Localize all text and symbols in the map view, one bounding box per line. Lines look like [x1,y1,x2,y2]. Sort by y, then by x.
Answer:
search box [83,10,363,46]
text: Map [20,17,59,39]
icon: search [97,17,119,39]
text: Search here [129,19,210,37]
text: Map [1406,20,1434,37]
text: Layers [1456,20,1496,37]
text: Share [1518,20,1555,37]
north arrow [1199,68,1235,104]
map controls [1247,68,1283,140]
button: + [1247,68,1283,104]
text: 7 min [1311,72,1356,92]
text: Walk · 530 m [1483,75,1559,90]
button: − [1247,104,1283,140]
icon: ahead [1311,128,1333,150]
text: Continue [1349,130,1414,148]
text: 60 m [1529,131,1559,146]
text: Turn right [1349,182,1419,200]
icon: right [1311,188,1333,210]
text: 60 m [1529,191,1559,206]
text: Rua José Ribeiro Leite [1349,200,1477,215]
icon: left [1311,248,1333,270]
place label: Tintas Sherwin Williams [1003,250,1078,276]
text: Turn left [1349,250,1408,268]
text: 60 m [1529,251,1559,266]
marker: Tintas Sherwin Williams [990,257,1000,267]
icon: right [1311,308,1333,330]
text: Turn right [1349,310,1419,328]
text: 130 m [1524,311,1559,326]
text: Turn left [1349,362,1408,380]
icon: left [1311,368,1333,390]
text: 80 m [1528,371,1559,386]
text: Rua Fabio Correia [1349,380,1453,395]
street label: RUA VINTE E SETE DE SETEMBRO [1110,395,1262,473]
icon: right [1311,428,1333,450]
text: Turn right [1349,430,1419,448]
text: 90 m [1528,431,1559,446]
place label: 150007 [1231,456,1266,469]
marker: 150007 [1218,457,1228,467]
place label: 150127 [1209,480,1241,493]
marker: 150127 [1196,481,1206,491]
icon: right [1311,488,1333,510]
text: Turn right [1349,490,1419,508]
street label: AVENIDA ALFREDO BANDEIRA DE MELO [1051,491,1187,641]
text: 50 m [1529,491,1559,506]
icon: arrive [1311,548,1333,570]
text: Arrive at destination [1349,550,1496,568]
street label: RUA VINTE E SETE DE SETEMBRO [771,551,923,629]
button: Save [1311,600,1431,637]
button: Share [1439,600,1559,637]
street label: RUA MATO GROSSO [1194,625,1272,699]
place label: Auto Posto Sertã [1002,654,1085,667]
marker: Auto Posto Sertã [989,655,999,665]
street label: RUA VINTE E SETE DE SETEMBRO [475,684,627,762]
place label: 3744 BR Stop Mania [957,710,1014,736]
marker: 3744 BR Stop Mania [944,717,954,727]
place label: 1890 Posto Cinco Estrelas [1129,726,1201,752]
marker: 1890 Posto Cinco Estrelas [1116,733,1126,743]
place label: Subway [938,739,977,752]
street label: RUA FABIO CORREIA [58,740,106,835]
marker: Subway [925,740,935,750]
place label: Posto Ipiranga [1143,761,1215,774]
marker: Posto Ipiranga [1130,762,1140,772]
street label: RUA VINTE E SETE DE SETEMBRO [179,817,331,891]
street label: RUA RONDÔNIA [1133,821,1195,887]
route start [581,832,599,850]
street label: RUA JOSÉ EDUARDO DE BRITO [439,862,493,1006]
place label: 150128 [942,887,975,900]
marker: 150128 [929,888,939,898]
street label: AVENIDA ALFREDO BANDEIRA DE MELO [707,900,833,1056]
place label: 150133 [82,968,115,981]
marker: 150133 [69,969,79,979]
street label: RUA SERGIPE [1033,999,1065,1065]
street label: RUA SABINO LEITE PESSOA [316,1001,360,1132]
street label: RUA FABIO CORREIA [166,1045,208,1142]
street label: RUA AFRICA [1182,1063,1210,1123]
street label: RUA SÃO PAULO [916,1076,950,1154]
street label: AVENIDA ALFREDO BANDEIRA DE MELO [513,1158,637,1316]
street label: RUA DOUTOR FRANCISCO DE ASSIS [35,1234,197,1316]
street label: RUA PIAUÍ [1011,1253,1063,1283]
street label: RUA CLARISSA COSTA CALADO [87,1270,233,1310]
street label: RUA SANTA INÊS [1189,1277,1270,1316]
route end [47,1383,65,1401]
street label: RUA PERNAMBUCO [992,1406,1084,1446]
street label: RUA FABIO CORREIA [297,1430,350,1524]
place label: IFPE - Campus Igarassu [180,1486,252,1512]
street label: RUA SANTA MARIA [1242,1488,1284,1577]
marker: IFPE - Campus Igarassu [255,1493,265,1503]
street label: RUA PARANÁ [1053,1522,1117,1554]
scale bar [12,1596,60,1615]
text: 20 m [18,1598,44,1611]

#### Aim of the task:
Your response should be an exact copy of all the records.

#### Result of this exercise:
Localize all text and symbols in the map view, one bounding box per line. Lines look like [x1,y1,x2,y2]. Sort by y, then by x.
Answer:
search box [83,10,363,46]
text: Map [20,17,59,39]
icon: search [97,17,119,39]
text: Search here [129,19,210,37]
text: Map [1406,20,1434,37]
text: Layers [1456,20,1496,37]
text: Share [1518,20,1555,37]
north arrow [1199,68,1235,104]
map controls [1247,68,1283,140]
button: + [1247,68,1283,104]
text: 7 min [1311,72,1356,92]
text: Walk · 530 m [1483,75,1559,90]
button: − [1247,104,1283,140]
icon: ahead [1311,128,1333,150]
text: Continue [1349,130,1414,148]
text: 60 m [1529,131,1559,146]
text: Turn right [1349,182,1419,200]
icon: right [1311,188,1333,210]
text: 60 m [1529,191,1559,206]
text: Rua José Ribeiro Leite [1349,200,1477,215]
icon: left [1311,248,1333,270]
place label: Tintas Sherwin Williams [1003,250,1078,276]
text: Turn left [1349,250,1408,268]
text: 60 m [1529,251,1559,266]
marker: Tintas Sherwin Williams [990,257,1000,267]
icon: right [1311,308,1333,330]
text: Turn right [1349,310,1419,328]
text: 130 m [1524,311,1559,326]
text: Turn left [1349,362,1408,380]
icon: left [1311,368,1333,390]
text: 80 m [1528,371,1559,386]
text: Rua Fabio Correia [1349,380,1453,395]
street label: RUA VINTE E SETE DE SETEMBRO [1110,395,1262,473]
icon: right [1311,428,1333,450]
text: Turn right [1349,430,1419,448]
text: 90 m [1528,431,1559,446]
place label: 150007 [1231,456,1266,469]
marker: 150007 [1218,457,1228,467]
place label: 150127 [1209,480,1241,493]
marker: 150127 [1196,481,1206,491]
icon: right [1311,488,1333,510]
text: Turn right [1349,490,1419,508]
street label: AVENIDA ALFREDO BANDEIRA DE MELO [1051,491,1187,641]
text: 50 m [1529,491,1559,506]
icon: arrive [1311,548,1333,570]
text: Arrive at destination [1349,550,1496,568]
street label: RUA VINTE E SETE DE SETEMBRO [771,551,923,629]
button: Save [1311,600,1431,637]
button: Share [1439,600,1559,637]
street label: RUA MATO GROSSO [1194,625,1272,699]
place label: Auto Posto Sertã [1002,654,1085,667]
marker: Auto Posto Sertã [989,655,999,665]
street label: RUA VINTE E SETE DE SETEMBRO [475,684,627,762]
place label: 3744 BR Stop Mania [957,710,1014,736]
marker: 3744 BR Stop Mania [944,717,954,727]
place label: 1890 Posto Cinco Estrelas [1129,726,1201,752]
marker: 1890 Posto Cinco Estrelas [1116,733,1126,743]
place label: Subway [938,739,977,752]
street label: RUA FABIO CORREIA [58,740,106,835]
marker: Subway [925,740,935,750]
place label: Posto Ipiranga [1143,761,1215,774]
marker: Posto Ipiranga [1130,762,1140,772]
street label: RUA VINTE E SETE DE SETEMBRO [179,817,331,891]
street label: RUA RONDÔNIA [1133,821,1195,887]
route start [581,832,599,850]
street label: RUA JOSÉ EDUARDO DE BRITO [439,862,493,1006]
place label: 150128 [942,887,975,900]
marker: 150128 [929,888,939,898]
street label: AVENIDA ALFREDO BANDEIRA DE MELO [707,900,833,1056]
place label: 150133 [82,968,115,981]
marker: 150133 [69,969,79,979]
street label: RUA SERGIPE [1033,999,1065,1065]
street label: RUA SABINO LEITE PESSOA [316,1001,360,1132]
street label: RUA FABIO CORREIA [166,1045,208,1142]
street label: RUA AFRICA [1182,1063,1210,1123]
street label: RUA SÃO PAULO [916,1076,950,1154]
street label: AVENIDA ALFREDO BANDEIRA DE MELO [513,1158,637,1316]
street label: RUA DOUTOR FRANCISCO DE ASSIS [35,1234,197,1316]
street label: RUA PIAUÍ [1011,1253,1063,1283]
street label: RUA CLARISSA COSTA CALADO [87,1270,233,1310]
street label: RUA SANTA INÊS [1189,1277,1270,1316]
route end [47,1383,65,1401]
street label: RUA PERNAMBUCO [992,1406,1084,1446]
street label: RUA FABIO CORREIA [297,1430,350,1524]
place label: IFPE - Campus Igarassu [180,1486,252,1512]
street label: RUA SANTA MARIA [1242,1488,1284,1577]
marker: IFPE - Campus Igarassu [255,1493,265,1503]
street label: RUA PARANÁ [1053,1522,1117,1554]
scale bar [12,1596,60,1615]
text: 20 m [18,1598,44,1611]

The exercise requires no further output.